Valerie squeezed the back of my neck and laid her head on my shoulder.

“Did you hear me?” I asked.

“Yes,” she replied. She pulled herself closer to me and held my hand and rubbed the top of her head against my cheek.

“Why the silence?” I asked.

“You believe. Others don't. Loren knows that. You don't. That's why I love you.”

She said nothing else until Loren returned from making his call.

W
HEN I WENT HOME
, the house was dark except for the desk lamp in my father's office. I unlocked the front door and walked through the living room and past my parents' bedroom and into my father's office. He was sleeping with his head on his arms. A cigarette had burned to ash and collapsed in the tray. His uncapped fountain pen and an empty coffee cup sat by the edge of his manuscript. I picked up the cup and smelled it. He kept the whiskey bottle hidden in either the garage or the trunk of his car. He never took it into the house. To my knowledge, this was the first time he'd drunk whiskey in the house.

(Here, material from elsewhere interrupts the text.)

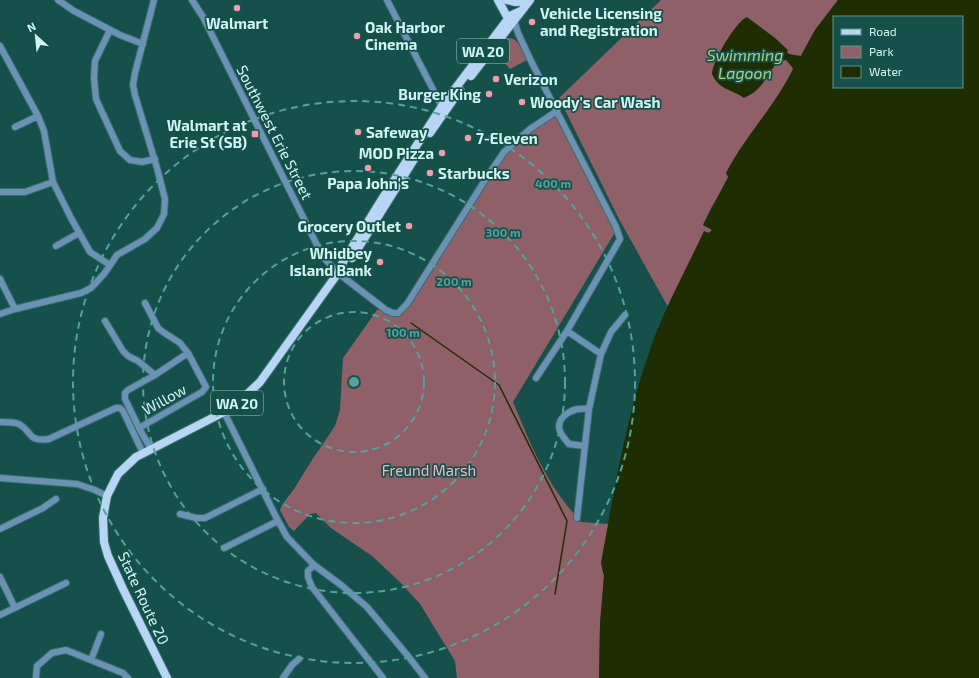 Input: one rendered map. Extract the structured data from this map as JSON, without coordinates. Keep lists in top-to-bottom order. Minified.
{"streets":{"main road":["WA 20","State Route 20"],"street":["Southwest Erie Street","Willow"]},"crossings":[["WA 20","State Route 20"],["Southwest Erie Street","State Route 20"]],"water":["Swimming Lagoon"],"parks":["Freund Marsh"],"places":{"other":["Walmart","Vehicle Licensing and Registration","Oak Harbor Cinema","Verizon","Burger King","Woody's Car Wash","Safeway","7-Eleven","MOD Pizza","Papa John's","Starbucks","Grocery Outlet","Whidbey Island Bank"],"transit":["Walmart at Erie St (SB)"]},"legend":["Road","Park","Water"],"north":"top left","rings":["400 m","300 m","200 m","100 m"]}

I sat down in the spare chair by the wall. The attic fan was drawing a nice breeze through the screen. Bugs and Snuggs and Skippy were sitting on the sill. I wanted to wake my father and tell him about the hit men the Atlases may have brought to town; I also wanted to tell him about Loren plowing the car into the gulley. But I knew nothing good would come of it. Had he been at Cemetery Hill, he would have gone straight up the slope with the others, Yankee canister and grape ripping holes the width of barn doors in their lines. And every confession to him of my own fear only added to the burden that sent him back to the icehouse or into the garage after my mother had gone to bed.

I heard Major's nails clicking on the floor, then his tail knocking against the bookshelves as he walked into the office. My father raised his head from the desk. “Oh, hi, Aaron, I didn't hear you come in.”

“I didn't mean to wake you,” I said.